By Paul Reynolds
The British government is expected to announce the expulsion of an Israeli diplomat in connection with Israel’s alleged misuse of British passports – a number of which were carried by a hit squad that assassinated Palestinian Hamas official Mahmoud al-Mabhouh in Dubai.
In February, the government set up an investigation into the matter.
At the time, official language in announcing that the Israeli ambassador in London Ron Prosor would be going to the Foreign Office was notably moderate.
A statement said simply that “given the links to Israel of a number the British Nationals affected, there will be a meeting between the FCO Permanent Under Secretary and the Israeli Ambassador tomorrow”. This was an invitation not a summons.
It was, in February, a matter of Britain asking questions, not making protests and taking retaliatory action (such as demanding an apology, restricting official contacts or even expelling the ambassador for a time).
During his meeting with Mr Prosor, the permanent under-secretary Sir Peter Ricketts asked for full Israeli co-operation with the British inquiry. This may have proved problematic if Mossad was involved. Israel would not want to reveal too much. So a lot depends on how the word “cooperation” is defined. A total failure to cooperate would trigger a British response.
Promise
One complicating factor is that in 1987, the Israelis promised Britain that it would not use British passports in secret operations again.
On that occasion, eight British passports reckoned to be for Mossad agents were found in a bag in a West German telephone booth.
The then Israeli ambassador in London, Yehuda Avner, did find himself on the receiving end of a British protest.
If it turns out that the assurance given then has been broken, the British diplomatic reaction will be more severe.
Britain might also press other European countries whose passports have surfaced in this affair – Ireland, France and Germany – to take a firm line.Ritual element
However, these events have a certain ritual about them. New Zealand got angry with Israel in 2004 when two Israeli agents were found to be using New Zealand passports. Diplomatic ties were frozen, but were quietly resumed a year or so later after an Israeli apology.
In 1987, Prime Minister Margaret Thatcher did order the closure of the Mossad station in London for a time – though no doubt it carried on in different ways – after the kidnapping of the Israeli nuclear whistleblower Mordechai Vanunu.
But that did not affect her support for Israel and in due course, normal service resumed.
If it finds the evidence this time, Britain will no doubt demand satisfaction. But neither Britain or Israel will want this to escalate into a full-scale row.
The British Prime Minister Gordon Brown is sympathetic to Israel and there is a delicate intelligence relationship that needs to be preserved as far as possible in view of the threat to both countries from Islamist extremists.
Difficult relationship
This might well be one of those bumps in the road that have dogged British-Israeli relations for decades, going back even beyond the founding of the State of Israel in 1948.

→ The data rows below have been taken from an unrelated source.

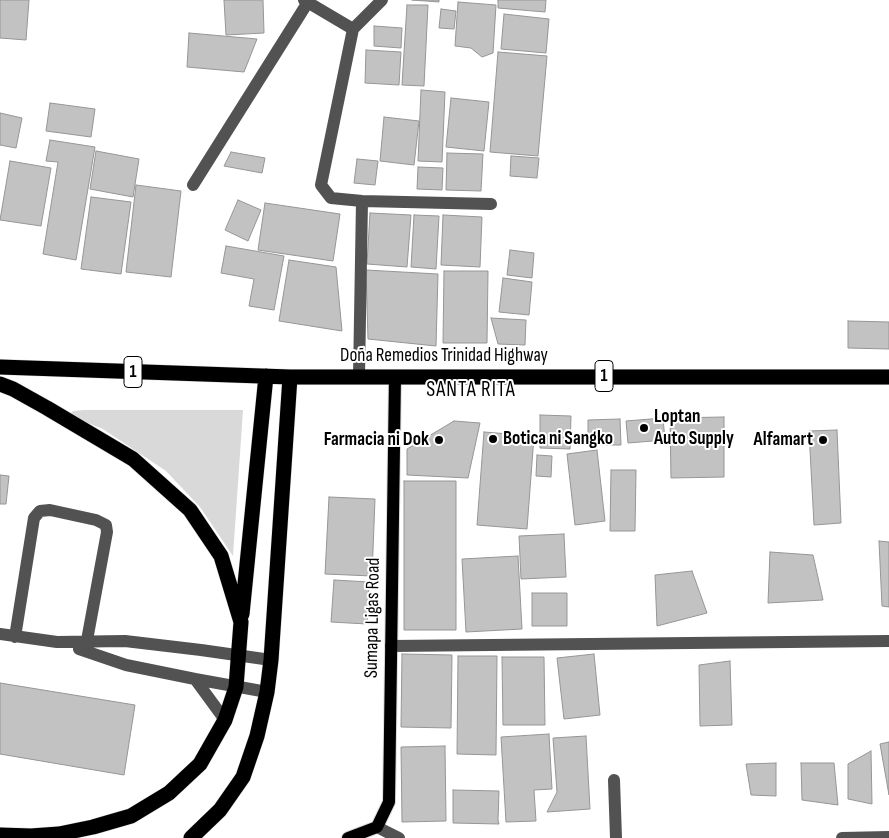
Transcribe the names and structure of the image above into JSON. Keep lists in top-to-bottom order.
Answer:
{
  "streets": {
    "highway": ["Doña Remedios Trinidad Highway", "1"],
    "main road": ["Sumapa Ligas Road"]
  },
  "crossings": [
    ["Doña Remedios Trinidad Highway", "Sumapa Ligas Road"]
  ],
  "districts": ["SANTA RITA"],
  "places": [
    "Loptan Auto Supply",
    "Botica ni Sangko",
    "Farmacia ni Dok",
    "Alfamart"
  ]
}
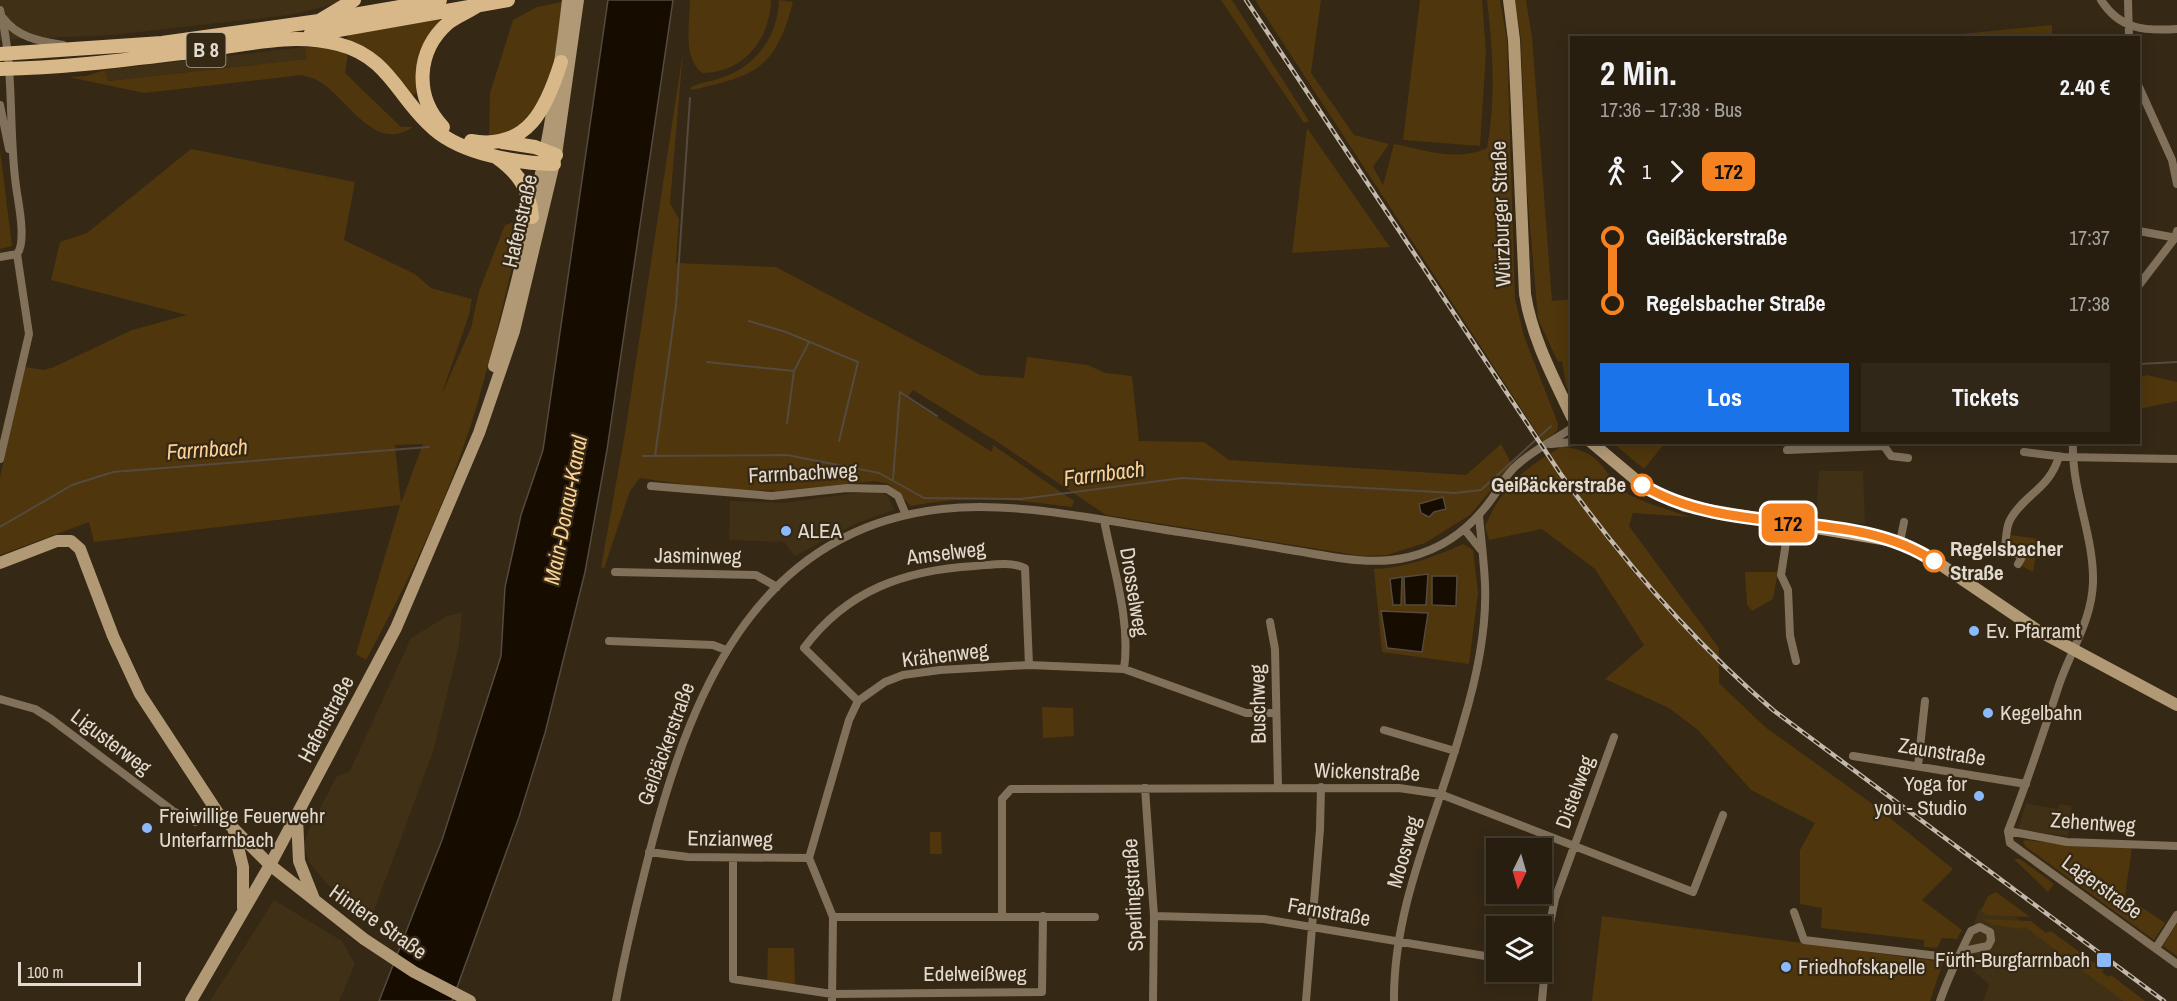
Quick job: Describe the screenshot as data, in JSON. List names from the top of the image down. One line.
{"streets":{"main road":["B 8"],"street":["Würzburger Straße","Hafenstraße","Farrnbachweg","Amselweg","Jasminweg","Drosselweg","Krähenweg","Buschweg","Ligusterweg","Geißäckerstraße","Zaunstraße","Wickenstraße","Distelweg","Zehentweg","Enzianweg","Moosweg","Lagerstraße","Sperlingstraße","Farnstraße","Hintere Straße","Edelweißweg"]},"crossings":[["Hafenstraße","Hintere Straße"],["Farrnbachweg","Geißäckerstraße"],["Amselweg","Krähenweg"],["Jasminweg","Geißäckerstraße"],["Drosselweg","Krähenweg"],["Drosselweg","Geißäckerstraße"],["Krähenweg","Buschweg"],["Buschweg","Wickenstraße"],["Geißäckerstraße","Enzianweg"],["Geißäckerstraße","Moosweg"],["Wickenstraße","Distelweg"],["Wickenstraße","Moosweg"],["Wickenstraße","Sperlingstraße"],["Zehentweg","Lagerstraße"],["Moosweg","Farnstraße"],["Sperlingstraße","Farnstraße"]],"water":["Farrnbach","Main-Donau-Kanal"],"places":{"other":["Geißäckerstraße","ALEA","Regelsbacher Straße","Ev. Pfarramt","Kegelbahn","Yoga for you - Studio","Freiwillige Feuerwehr Unterfarrnbach","Friedhofskapelle"],"transit":["Fürth-Burgfarrnbach"]},"lines":["bus line 172"],"scale_bar":"100 m","north":"bottom","page":{"on_map":"172","heading":["2 Min.","17:36 – 17:38 · Bus","2.40 €"],"legs":["1","172"],"list":[{"name":"Geißäckerstraße","value":"17:37"},{"name":"Regelsbacher Straße","value":"17:38"}],"buttons":["Los","Tickets"],"scale":"100 m"}}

It has rarely been an easy relationship and has been marked by contradictions, resentment and touchiness on both sides.
The historic promise from Foreign Secretary Lord Balfour in 1917 that Britain would establish a “national home for the Jewish people” in Palestine, while also promising that the “civil and religious rights” of the “existing non-Jewish communities” would not be prejudiced, proved impossible for Britain to deliver.
Britain found itself having to put down a Palestinian-Arab revolt in 1936 only to be attacked by Jewish groups wanting Britain out of Palestine after World War II (though during the war there was strong Jewish support through the formation of the Jewish Brigade of the British army). Britain pulled out of Palestine in anger and chaos.

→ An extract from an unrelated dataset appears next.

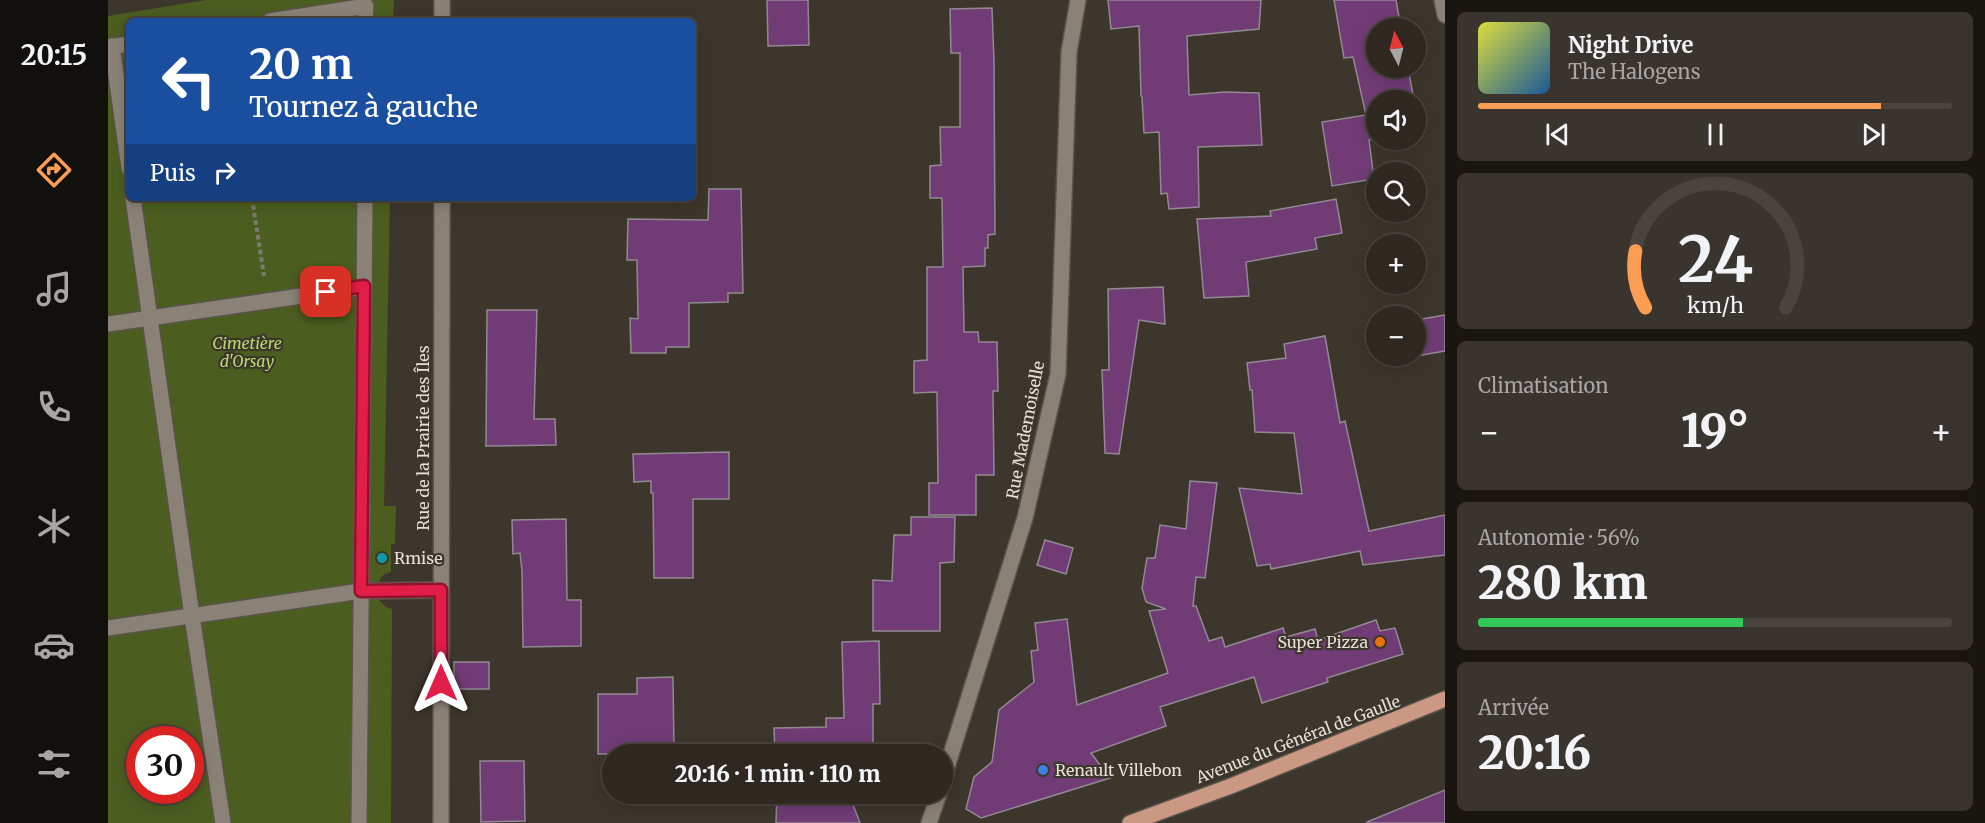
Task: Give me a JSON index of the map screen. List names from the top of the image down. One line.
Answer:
{"streets":{"main road":["Avenue du Général de Gaulle"],"street":["Rue Mademoiselle","Rue de la Prairie des Îles"]},"parks":["Cimetière d'Orsay"],"places":["Rmise","Super Pizza","Renault Villebon"],"north":"top","page":{"tabs":"20:15","map_buttons":["+","−"],"turn":["20 m","Tournez à gauche"],"song":["Night Drive","The Halogens"],"then":"Puis","tile":["Climatisation",["Autonomie · 56%","280 km"],["Arrivée","20:16"]],"heat":["−","19°","+"],"limit":"30","trip":"20:16 · 1 min · 110 m","gauge":["24","km/h"]}}
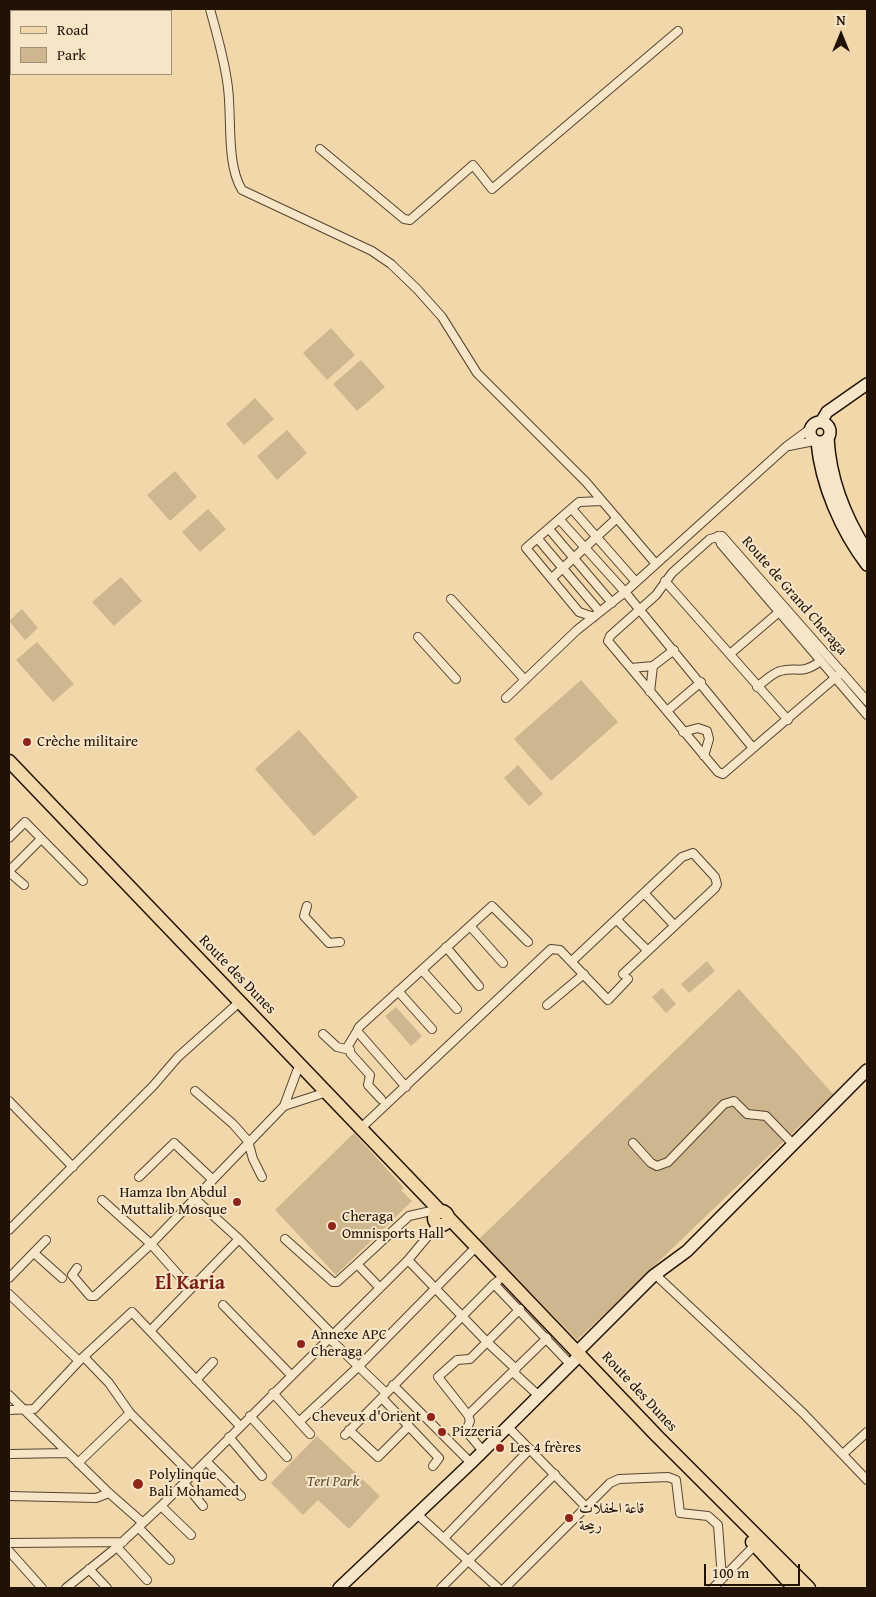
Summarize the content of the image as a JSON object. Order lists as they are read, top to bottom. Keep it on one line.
{"streets":{"main road":["Route des Dunes"],"street":["Route de Grand Cheraga"]},"districts":["El Karia"],"parks":["Teri Park"],"places":["Crèche militaire","Hamza Ibn Abdul Muttalib Mosque","Cheraga Omnisports Hall","Annexe APC Cheraga","Cheveux d'Orient","Pizzeria","Les 4 frères","Polylinque Bali Mohamed","قاعة الحفلات ربيحة"],"legend":["Road","Park"],"scale_bar":"100 m","north":"top"}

The Israelis complain that Britain reneged on the Balfour promise in a White Paper in 1939 which rejected the concept of a two-state solution and severely restricted Jewish immigration at a time when Jews were being murdered by the Nazis.
Reliance on US
For years, there was a strand in the British Foreign Office that was hostile to Israel.

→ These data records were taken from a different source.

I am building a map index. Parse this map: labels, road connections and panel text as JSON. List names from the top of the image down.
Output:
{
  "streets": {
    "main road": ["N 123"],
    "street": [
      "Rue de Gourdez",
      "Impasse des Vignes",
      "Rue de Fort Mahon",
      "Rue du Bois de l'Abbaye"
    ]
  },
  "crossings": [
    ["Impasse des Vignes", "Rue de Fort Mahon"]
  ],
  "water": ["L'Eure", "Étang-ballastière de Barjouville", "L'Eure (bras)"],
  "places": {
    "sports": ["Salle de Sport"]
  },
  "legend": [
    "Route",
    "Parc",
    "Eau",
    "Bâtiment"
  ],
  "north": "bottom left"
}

Britain delayed recognising Israel as a state for eight months. The US did so within minutes. You can occasionally hear echoes of that hostility in London, but there are really only echoes, not policy.
Things improved in the 1950s and 60s. In fact, Britain and France were Israel’s main weapons providers then, not the United States. Israel won the 1967 war with French aircraft and British tanks. And in the Suez operation in 1956, Britain and France colluded with Israel in the invasion of Egypt, until the US pulled the plug.
Then, Conservative Prime Minister Edward Heath slapped an arms embargo on Israel and other combatants in the 1973 war, and Israel has relied on the US ever since.
It no longer puts its trust in any European government, though it likes their goodwill.
The Europeans try to balance their support for Israel as a state with their sympathy for the Palestinians as a people. They also have to be mindful of their relationship with the Arab world as a whole.
Relations at the best of times can turn touchy. There is currently a row over the British system of allowing magistrates to issue arrest warrants for alleged war crimes and, according to Israel, the British government has been too slow in changing this.
Incidents like Dubai make maintaining a balance more difficult.